Rogers Vancouver and Surrey Bargaining Update #20

Brothers and Sisters,

Committed to the needs of the membership and the mandate you gave us, your Bargaining Committee has had one clear message for our Employer every day at the Table: Unit 60 members refuse to live in a world where our members lose their jobs while contractors continue to do the work that we perform.


From our Bargaining Surveys through the Town Halls, at the Strike Vote Meetings and in chat groups today, our collective determination hasn’t wavered. In fact, it has grown in its intensity, strength, and resolve.

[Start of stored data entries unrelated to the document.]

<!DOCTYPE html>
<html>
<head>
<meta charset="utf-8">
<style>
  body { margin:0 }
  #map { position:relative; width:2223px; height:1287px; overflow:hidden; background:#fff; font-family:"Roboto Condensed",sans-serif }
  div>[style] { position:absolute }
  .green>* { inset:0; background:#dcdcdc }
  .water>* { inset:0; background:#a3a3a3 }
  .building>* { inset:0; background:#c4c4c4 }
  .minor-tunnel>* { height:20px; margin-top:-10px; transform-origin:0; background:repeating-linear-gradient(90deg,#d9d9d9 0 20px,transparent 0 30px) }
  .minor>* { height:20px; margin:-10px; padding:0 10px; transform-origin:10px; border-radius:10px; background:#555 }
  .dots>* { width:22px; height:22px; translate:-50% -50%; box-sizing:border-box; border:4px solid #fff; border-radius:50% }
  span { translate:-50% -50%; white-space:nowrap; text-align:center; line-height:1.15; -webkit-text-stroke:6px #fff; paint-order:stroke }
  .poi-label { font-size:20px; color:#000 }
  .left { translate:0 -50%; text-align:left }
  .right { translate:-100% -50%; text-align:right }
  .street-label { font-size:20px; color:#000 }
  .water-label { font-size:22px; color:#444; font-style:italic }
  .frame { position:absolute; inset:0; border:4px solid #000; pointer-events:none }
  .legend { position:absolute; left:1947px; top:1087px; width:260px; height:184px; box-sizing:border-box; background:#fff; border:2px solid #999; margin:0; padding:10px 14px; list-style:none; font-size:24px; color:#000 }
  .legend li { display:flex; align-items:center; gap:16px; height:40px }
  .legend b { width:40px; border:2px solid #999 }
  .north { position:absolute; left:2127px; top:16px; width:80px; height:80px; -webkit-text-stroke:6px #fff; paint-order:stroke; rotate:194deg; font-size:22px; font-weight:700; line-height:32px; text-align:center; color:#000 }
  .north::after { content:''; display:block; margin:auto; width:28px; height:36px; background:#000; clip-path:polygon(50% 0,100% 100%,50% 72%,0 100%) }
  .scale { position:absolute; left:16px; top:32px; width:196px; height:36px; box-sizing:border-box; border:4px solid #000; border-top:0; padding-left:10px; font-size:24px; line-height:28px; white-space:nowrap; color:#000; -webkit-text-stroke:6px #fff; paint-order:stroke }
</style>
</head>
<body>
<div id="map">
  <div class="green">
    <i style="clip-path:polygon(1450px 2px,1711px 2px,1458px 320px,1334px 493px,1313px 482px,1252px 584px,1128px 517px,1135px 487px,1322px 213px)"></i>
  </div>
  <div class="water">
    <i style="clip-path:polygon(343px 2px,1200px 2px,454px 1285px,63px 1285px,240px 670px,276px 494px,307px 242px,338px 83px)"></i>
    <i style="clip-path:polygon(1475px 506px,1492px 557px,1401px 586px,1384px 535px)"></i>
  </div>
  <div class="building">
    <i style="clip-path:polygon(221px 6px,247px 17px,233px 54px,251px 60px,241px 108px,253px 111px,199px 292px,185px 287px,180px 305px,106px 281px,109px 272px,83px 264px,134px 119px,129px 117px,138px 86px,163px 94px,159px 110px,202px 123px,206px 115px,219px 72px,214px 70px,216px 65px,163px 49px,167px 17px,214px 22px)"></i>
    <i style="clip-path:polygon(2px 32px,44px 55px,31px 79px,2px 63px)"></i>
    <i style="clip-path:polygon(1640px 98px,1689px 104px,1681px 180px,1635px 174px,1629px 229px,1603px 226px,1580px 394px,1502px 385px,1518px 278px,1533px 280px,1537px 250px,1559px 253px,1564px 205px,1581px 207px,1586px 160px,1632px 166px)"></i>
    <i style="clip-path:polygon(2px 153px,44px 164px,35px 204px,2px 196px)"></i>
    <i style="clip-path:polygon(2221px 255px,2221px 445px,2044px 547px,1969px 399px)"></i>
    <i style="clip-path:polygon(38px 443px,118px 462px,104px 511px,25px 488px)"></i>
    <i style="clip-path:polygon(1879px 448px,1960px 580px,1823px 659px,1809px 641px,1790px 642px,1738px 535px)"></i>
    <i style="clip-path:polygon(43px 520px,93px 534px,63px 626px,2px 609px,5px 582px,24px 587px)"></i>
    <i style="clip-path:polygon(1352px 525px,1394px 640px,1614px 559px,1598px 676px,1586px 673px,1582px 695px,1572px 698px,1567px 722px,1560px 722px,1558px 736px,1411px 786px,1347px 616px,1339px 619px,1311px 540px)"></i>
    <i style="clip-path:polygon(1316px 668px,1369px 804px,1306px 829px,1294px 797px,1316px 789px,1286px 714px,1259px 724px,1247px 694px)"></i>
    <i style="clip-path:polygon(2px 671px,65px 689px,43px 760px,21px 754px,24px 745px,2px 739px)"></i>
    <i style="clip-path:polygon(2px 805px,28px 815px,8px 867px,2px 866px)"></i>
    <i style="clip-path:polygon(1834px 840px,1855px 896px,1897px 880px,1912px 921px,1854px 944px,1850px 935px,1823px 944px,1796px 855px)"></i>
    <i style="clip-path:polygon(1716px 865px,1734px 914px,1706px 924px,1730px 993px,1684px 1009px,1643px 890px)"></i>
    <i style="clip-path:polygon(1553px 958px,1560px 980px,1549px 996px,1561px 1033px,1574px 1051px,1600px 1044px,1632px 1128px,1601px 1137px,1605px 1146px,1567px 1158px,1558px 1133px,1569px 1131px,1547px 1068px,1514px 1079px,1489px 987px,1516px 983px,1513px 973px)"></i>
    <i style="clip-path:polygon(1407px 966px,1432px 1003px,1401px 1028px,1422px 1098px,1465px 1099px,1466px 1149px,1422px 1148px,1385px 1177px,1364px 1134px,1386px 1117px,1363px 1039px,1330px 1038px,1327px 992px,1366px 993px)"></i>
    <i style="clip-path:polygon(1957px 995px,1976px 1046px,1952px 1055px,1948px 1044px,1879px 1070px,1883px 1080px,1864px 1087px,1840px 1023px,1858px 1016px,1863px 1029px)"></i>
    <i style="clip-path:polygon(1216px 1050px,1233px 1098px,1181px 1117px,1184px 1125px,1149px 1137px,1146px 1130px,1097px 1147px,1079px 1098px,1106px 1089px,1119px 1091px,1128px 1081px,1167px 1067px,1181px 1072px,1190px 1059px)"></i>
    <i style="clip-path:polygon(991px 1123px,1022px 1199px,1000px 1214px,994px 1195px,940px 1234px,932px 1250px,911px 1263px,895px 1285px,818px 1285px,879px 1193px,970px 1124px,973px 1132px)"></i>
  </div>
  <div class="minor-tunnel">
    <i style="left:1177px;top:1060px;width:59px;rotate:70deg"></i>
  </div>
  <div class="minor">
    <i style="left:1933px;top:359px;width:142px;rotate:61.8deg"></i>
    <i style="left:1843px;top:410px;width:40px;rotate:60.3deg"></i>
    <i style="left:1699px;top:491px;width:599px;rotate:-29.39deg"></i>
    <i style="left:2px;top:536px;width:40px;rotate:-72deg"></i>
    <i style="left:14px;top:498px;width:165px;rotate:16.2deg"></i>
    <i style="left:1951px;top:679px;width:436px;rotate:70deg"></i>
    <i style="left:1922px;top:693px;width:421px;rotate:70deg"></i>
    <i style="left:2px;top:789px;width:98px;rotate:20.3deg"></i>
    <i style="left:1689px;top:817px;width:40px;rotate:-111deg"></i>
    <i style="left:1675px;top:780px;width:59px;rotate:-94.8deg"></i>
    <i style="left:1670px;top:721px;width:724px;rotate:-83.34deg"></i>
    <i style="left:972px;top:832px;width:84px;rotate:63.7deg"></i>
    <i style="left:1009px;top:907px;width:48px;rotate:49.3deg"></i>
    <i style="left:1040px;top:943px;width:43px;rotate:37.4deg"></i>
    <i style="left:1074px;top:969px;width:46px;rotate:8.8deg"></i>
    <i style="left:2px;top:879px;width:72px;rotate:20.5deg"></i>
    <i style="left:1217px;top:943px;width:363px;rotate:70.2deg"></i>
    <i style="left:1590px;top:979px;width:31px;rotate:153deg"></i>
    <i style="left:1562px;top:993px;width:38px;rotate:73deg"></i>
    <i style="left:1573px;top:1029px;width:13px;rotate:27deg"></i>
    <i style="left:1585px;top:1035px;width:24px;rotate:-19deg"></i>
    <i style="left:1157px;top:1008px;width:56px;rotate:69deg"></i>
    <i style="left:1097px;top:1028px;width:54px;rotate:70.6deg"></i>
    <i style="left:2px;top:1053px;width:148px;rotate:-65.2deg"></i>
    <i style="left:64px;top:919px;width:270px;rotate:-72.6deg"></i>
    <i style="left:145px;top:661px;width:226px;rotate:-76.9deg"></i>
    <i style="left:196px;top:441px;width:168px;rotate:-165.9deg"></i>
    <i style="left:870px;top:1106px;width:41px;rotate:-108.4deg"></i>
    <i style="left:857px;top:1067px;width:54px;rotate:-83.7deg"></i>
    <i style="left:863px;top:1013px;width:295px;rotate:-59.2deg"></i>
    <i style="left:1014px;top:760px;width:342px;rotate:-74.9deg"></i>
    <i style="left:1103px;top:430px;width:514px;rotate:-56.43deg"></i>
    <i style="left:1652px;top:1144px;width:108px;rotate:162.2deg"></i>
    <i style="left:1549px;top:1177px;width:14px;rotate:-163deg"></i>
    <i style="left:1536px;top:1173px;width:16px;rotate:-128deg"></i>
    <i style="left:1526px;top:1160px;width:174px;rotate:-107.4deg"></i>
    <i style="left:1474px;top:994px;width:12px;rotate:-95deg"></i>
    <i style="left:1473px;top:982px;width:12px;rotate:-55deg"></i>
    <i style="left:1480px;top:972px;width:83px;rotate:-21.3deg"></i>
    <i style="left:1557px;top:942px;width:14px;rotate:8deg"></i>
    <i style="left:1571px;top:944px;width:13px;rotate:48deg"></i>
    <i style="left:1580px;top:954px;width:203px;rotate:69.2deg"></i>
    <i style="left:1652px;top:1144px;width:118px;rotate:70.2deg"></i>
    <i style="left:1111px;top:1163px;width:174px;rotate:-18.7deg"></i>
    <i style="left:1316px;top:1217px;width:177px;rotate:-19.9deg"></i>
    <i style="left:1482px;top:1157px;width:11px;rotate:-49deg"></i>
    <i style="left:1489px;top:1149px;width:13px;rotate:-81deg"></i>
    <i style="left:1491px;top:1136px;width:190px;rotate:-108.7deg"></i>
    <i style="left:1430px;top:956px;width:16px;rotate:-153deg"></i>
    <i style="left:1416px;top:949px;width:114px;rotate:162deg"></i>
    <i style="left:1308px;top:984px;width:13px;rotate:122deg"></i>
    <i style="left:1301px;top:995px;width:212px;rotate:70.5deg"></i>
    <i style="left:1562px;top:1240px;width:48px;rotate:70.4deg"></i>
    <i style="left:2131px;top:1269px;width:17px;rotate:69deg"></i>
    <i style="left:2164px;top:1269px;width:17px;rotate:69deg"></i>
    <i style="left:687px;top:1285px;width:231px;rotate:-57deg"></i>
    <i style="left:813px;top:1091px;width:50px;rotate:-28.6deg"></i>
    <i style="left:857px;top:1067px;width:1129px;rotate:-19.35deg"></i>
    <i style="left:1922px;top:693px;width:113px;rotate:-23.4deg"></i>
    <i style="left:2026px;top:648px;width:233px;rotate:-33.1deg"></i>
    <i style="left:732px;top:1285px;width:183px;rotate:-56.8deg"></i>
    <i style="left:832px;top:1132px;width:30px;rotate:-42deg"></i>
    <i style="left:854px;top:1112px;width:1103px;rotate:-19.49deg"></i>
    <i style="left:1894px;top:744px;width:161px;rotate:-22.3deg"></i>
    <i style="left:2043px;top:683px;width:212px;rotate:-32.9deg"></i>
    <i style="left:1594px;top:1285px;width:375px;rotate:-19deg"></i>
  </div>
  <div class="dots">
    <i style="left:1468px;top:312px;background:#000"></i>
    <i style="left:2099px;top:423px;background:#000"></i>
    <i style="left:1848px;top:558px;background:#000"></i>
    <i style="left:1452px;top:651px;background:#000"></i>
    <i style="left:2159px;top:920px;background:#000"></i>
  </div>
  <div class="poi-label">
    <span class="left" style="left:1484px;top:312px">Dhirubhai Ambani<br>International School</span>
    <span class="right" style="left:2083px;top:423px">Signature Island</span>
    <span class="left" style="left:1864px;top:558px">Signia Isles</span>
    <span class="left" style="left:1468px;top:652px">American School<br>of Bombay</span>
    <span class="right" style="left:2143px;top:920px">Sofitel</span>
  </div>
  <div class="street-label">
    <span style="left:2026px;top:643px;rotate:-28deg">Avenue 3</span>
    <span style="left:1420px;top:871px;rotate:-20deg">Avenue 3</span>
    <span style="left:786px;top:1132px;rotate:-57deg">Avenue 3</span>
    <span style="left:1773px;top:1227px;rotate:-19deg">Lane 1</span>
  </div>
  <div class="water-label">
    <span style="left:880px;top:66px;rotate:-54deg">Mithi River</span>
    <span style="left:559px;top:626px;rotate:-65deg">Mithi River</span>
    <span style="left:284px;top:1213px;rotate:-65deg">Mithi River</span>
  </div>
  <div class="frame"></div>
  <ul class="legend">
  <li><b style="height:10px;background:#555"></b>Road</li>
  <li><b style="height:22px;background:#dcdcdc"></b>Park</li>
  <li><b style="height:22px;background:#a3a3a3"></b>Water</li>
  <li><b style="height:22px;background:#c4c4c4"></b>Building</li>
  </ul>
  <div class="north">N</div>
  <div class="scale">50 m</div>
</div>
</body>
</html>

We listened to the Company for nine months and thoughtfully addressed their concerns in the language we created. In an August 3rd AMA Forum, Rogers CEO Tony Staffieri proudly pledged to field technicians:


“…our commitment over the next five years… most, almost all of our representatives, in particular that do your jobs, are going to be Rogers employees, and we think that’s an important customer experience… that’s a structural problem we’re going to fix.”


Music to our ears. A successful Rogers means successful employees and successful communities.

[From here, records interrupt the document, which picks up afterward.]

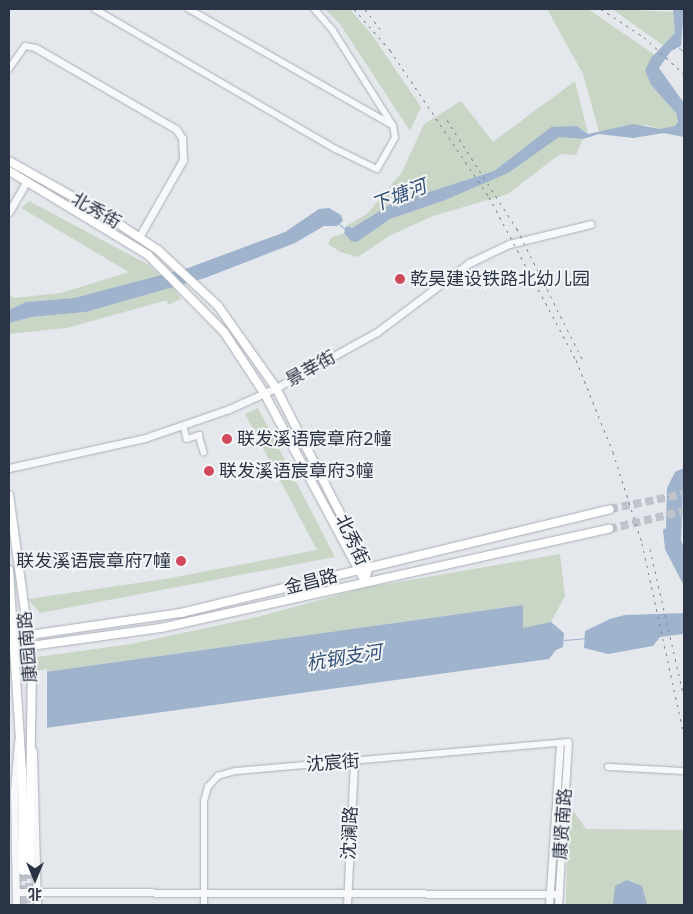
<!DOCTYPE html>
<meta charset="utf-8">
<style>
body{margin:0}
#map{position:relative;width:693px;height:914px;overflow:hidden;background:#e4e7ec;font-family:"IBM Plex Sans","Noto Sans SC",sans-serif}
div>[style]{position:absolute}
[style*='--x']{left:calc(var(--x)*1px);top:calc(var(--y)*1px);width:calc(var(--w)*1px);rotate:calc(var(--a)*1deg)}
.green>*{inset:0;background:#c9d6c5}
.water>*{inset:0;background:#9fb4cc}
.pier>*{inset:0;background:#e4e7ec}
.stream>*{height:1px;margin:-0.5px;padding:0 0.5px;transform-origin:0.5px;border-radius:0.5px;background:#9fb4cc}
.secondary-tunnel>*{height:8px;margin-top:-4px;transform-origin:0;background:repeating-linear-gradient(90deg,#bfc3cb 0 8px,transparent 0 12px)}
.roads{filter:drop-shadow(0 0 1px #a9aeb7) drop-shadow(0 0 1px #a9aeb7)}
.minor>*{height:5.5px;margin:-2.75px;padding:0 2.75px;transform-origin:2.75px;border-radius:2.75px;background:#f7f8fa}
.tertiary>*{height:7px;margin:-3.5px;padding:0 3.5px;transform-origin:3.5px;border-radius:3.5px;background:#f7f8fa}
.secondary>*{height:8px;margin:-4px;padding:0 4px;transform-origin:4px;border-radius:4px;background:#fff}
.rail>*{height:1px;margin-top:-0.5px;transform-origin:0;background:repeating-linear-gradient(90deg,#7d8696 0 2.5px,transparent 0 7.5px)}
.dots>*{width:14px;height:14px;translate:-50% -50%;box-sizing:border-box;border:2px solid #f4f6f9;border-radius:50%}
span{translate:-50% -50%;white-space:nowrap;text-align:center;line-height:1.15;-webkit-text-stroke:4px #f4f6f9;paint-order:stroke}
.street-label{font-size:18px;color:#2b3445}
.poi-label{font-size:18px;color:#2b3445}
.left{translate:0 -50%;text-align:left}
.right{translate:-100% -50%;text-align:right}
.water-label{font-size:19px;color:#34527a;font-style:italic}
.frame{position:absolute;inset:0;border:10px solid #2b3445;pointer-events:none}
.north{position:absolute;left:10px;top:854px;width:50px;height:50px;-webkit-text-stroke:4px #f4f6f9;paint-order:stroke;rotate:180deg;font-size:14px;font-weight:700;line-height:20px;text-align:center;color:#2b3445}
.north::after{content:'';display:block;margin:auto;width:18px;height:22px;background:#2b3445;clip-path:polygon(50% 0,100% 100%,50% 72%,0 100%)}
</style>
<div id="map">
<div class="green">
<i style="clip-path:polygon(325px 9px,350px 9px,372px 35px,421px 107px,410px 131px,340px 24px)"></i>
<i style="clip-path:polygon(547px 9px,588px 9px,655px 55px,651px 59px,651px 85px,676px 113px,678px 122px,675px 127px,660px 129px,646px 125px,599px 132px,583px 74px)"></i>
<i style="clip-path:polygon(612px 9px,674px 12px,675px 33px,664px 46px)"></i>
<i style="clip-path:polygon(575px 81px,588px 134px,582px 129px,551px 127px,494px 171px,391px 204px,352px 228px,346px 226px,367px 214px,402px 172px,424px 124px,461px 101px,493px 142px)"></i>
<i style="clip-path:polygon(559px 137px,583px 139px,576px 155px,560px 154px,508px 194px,433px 216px,389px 236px,358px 257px,340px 252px,328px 244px,331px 238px,344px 233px,351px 241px,357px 242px,389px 219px,443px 201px)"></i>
<i style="clip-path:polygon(29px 201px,149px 265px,161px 276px,74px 298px,26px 302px,9px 310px,9px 294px,14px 298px,61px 293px,129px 272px,21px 208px)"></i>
<i style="clip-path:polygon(173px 287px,181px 299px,168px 305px,167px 300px,67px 328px,9px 334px,9px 323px,32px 317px,86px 312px)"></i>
<i style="clip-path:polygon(258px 408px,335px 557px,40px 613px,28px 599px,165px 579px,317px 550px,245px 414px)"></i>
<i style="clip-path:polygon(560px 554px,565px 596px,551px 622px,532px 627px,523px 628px,523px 605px,9px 677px,9px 661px,131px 644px,257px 617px,364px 588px)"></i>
<i style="clip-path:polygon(574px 812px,586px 829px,684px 830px,684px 905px,566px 905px,568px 814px)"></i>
</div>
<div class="water">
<i style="clip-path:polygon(673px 9px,684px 9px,681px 46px,671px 51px,659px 68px,684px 103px,684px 137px,664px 133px,633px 138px,599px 134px,583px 139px,559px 137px,508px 173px,443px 201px,390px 219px,357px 242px,351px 241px,344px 233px,346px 226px,352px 228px,391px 204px,494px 171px,551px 127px,577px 126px,588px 134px,633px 124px,660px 129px,675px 126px,678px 122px,676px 113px,651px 85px,645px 70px,651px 58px,675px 33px)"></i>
<i style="clip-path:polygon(329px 208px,341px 215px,343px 221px,337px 226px,324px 226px,295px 243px,205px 278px,86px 312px,32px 317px,9px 323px,9px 310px,26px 302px,74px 298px,188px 268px,285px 232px,319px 209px)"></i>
<i style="clip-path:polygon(684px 468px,681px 540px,684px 549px,684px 586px,665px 549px,663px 530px,666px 528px,667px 488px,675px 472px)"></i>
<i style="clip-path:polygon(523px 605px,523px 628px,551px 622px,564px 633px,563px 647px,556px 650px,549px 659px,9px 733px,9px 677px)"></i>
<i style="clip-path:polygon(684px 613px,684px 634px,660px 637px,653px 646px,608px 654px,584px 648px,585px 631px,610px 619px,625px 615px)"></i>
<i style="clip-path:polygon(627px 880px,642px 886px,647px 905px,613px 905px,615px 886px)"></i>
</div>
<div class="pier">
<i style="clip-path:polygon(47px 669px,47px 732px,9px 736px,9px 675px)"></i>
</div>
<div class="stream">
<i style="--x:679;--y:48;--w:6;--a:39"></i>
<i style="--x:339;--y:224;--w:8;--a:40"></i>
<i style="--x:564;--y:640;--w:21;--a:-5"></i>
</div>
<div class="secondary-tunnel">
<i style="--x:610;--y:509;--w:76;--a:-11.5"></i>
<i style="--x:609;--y:529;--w:77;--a:-13.5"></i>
<i style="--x:29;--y:871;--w:34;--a:90"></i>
<i style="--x:23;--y:905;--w:34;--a:-90"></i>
</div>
<div class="roads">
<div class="minor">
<i style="--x:95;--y:9;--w:279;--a:30.2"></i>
<i style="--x:336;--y:149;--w:46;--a:26"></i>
<i style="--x:377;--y:169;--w:36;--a:-60"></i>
<i style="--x:395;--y:138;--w:12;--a:-99"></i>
<i style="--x:393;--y:126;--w:112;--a:-122.3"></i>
<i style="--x:333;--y:31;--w:29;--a:-131"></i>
<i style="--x:189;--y:9;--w:232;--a:29.7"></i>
<i style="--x:9;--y:69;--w:28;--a:-55"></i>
<i style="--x:25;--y:46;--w:11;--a:10"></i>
<i style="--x:184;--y:426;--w:13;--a:77"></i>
<i style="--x:187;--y:439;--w:13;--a:-18"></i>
<i style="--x:199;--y:435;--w:18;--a:74"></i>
<i style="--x:608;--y:767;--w:76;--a:3"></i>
<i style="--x:204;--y:905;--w:104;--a:-90"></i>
<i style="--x:204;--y:801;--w:15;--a:-74"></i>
<i style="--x:208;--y:787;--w:15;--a:-48"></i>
<i style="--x:218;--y:776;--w:19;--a:-16"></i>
<i style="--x:236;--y:771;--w:333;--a:-5"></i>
</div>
<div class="tertiary">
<i style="--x:36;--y:48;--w:162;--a:30.1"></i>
<i style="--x:176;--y:129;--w:11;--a:56"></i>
<i style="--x:182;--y:138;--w:22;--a:87"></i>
<i style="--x:183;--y:160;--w:89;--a:119.7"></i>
<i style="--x:9;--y:212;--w:36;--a:-60"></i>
<i style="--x:9;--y:468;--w:139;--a:-12.4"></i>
<i style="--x:145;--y:438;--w:89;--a:-19"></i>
<i style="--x:229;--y:409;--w:51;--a:-24.1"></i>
<i style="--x:276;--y:388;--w:115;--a:-29"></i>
<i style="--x:377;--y:332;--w:115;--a:-36.9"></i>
<i style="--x:469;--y:263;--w:44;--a:-25.4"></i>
<i style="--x:509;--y:244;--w:84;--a:-13.7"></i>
<i style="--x:33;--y:751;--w:154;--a:88.5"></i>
<i style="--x:16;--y:892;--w:543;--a:0.21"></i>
<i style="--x:16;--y:905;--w:115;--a:-91"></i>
<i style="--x:14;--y:790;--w:49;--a:-85.3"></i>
<i style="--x:347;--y:905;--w:144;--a:-87.2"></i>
<i style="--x:549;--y:905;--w:162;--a:-86.1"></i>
<i style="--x:558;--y:905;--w:163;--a:-86.5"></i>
</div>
<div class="secondary">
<i style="--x:9;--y:161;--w:112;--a:29.3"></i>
<i style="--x:107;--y:216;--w:61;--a:33.7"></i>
<i style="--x:158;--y:250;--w:82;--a:43"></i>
<i style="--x:218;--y:306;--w:100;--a:54.7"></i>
<i style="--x:276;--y:388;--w:202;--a:62.9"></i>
<i style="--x:368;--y:568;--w:13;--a:103"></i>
<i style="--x:9;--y:171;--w:162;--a:31.1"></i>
<i style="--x:148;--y:255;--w:108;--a:45.4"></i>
<i style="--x:224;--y:332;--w:73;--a:56.7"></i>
<i style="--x:264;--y:393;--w:213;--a:61.8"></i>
<i style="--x:9;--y:495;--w:169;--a:82.2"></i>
<i style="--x:32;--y:662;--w:209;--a:90.8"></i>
<i style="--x:9;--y:570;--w:199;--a:86.3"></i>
<i style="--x:22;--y:769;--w:102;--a:89.4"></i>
<i style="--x:9;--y:638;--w:174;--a:-8.3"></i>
<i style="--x:181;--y:613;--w:441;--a:-13.6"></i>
<i style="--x:9;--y:649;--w:153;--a:-7.9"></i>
<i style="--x:161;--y:628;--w:459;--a:-12.5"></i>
</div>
</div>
<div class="rail">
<i style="--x:354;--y:9;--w:55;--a:48.7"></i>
<i style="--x:390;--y:50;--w:177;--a:56"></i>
<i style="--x:489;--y:197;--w:185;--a:61.9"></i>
<i style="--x:576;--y:360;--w:99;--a:68.1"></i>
<i style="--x:613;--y:452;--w:96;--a:72.3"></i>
<i style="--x:642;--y:543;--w:198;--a:77.7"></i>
<i style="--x:365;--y:9;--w:25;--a:53"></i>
<i style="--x:601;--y:9;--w:51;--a:33.1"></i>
<i style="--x:644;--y:37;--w:54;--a:42.8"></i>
<i style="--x:447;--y:120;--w:130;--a:57.3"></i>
<i style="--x:517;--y:229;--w:150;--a:63.4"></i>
<i style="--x:650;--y:549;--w:153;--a:77.1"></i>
</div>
<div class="dots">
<i style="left:400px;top:279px;background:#d1495b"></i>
<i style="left:227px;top:439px;background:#d1495b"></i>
<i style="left:209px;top:471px;background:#d1495b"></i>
<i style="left:181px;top:561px;background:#d1495b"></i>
</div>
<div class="street-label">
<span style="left:96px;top:211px;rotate:30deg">北秀街</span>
<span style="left:311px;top:369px;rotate:-29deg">景莘街</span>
<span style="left:352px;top:540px;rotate:65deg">北秀街</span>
<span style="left:311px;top:582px;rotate:-14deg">金昌路</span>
<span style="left:28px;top:647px;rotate:-95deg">康园南路</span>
<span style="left:333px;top:763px;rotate:-4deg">沈宸街</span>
<span style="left:563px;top:824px;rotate:-86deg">康贤南路</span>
<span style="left:350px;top:833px;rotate:-87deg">沈澜路</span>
</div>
<div class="poi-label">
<span class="left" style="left:410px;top:279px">乾昊建设铁路北幼儿园</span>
<span class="left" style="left:237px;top:439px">联发溪语宸章府2幢</span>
<span class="left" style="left:219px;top:471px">联发溪语宸章府3幢</span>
<span class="right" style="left:171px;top:561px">联发溪语宸章府7幢</span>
</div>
<div class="water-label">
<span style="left:399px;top:196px;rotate:-21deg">下塘河</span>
<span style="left:344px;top:658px;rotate:-9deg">杭钢支河</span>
</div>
<div class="frame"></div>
<div class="north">北</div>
</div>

In stark contrast to Tony’s commitment, the Rogers negotiators continued to push toward creating a model that depended on contractors taking more of our work.


The ‘solutions’ the Rogers committee designed were absurd and half-baked at best.


  •       To answer your job security concerns that too many contractors were doing work we could perform, Rogers insisted that contractors do service work while formulating a cap system that allowed a 25% INCREASE to current contractor usage. When challenged by the Mediator to come up with a penalty if they violated this, their cap inexplicably GREW to a 33.3% INCREASE!
  •       Rogers asserted new Gen2 Mux equipment is suddenly and conveniently outside of our exclusive jurisdiction. They remain adamant they intend to provide access to this sensitive headend equipment to non-unionized employees as “It’s Rogers policy and happening across Canada.”
  •     When presented with official CPI inflation numbers of 6.9% in 2022 and projections of nearly 4% in 2023, plus data showing we’re over 10% behind what similar Rogers technicians in Toronto are paid despite the cost of living in Vancouver being over 10% more, Rogers felt it appropriate to offer us 2.5% and 2% increases while comparing us to a completely different and new classification model in Toronto that are paid much less. Their current offer of 12.5% over 5 years (3%, 2.75%, 2.25% x 3) means Rogers shamelessly wants you and your family to fall further and further behind every year. They have completely ignored discussing a vital Cost-Of-Living-Allowance clause that would protect their employees from future inflationary spikes.

Their committee continues to prove they are out of touch, scrambling for ideas, and without answers.

Here’s where we are at

The Employer is attempting to grab and ignore some vital components of your Collective Agreement by selling the benefits of some agreed to items that are nice to have.

Our Imperatives

The Company’s position is that they can use contractors to work on the cable system including repair and activation work. Both sides do agree that the activation of nodes and FTTP remains exclusive to journeymen. Our position remains that if it is active, it is our work.

Rogers proposes that non-union people can work on the multiplexers in the hubs that feed signals to nodes and FTTP, their justification being that it is on a different wavelength.

The Company also proposes to replace our exclusive service work jurisdiction with “will continue to be primary providers of service work”.  To make it appear more palatable, on the last day they suggested hiring ten installers in Vancouver and five in Surrey plus adding backfilling language.

The Union is working to secure Installer jurisdiction for service work on FTTP
Rogers wants to open that work up for contractors.

Day-to-day, the changes to the Installer Rotation through Construction are neutral, changing from ‘two full time positions’ to ‘a minimum of two’ while taking away the reassigning of installers to rebuild and replacing it with minimums of one Installer in Surrey and three in Vancouver in the event of rebuild.

The Company is insisting on creating a new requirement for Installers that replaces the automatic 6-month wage progression with one based on performance statistics that they haven’t been able to outline to this point.

The Employer has tabled poor Wage Increases far below the rate of inflation.

 Rogers believes Unit 60 members will trade job security, jurisdiction, and poor annual pay increases for the following nice-to-have items:

An annual boot allowance that discriminates against Warehouse members, Parental Leave Top-up, participation in the Employee Share Accumulation Plan, plus better language on Employee Discipline, Union Leave, and Early Retirement. We are close to arriving at a compromise on Unplanned Emergency Days that will serve the membership.

As you can plainly see, we have worked on improving your Agreement, but these small enhancements pale in comparison to the obscene concessions that Rogers is looking for.

 We are committed to a fair collective agreement – the stance that Rogers has taken is anything but.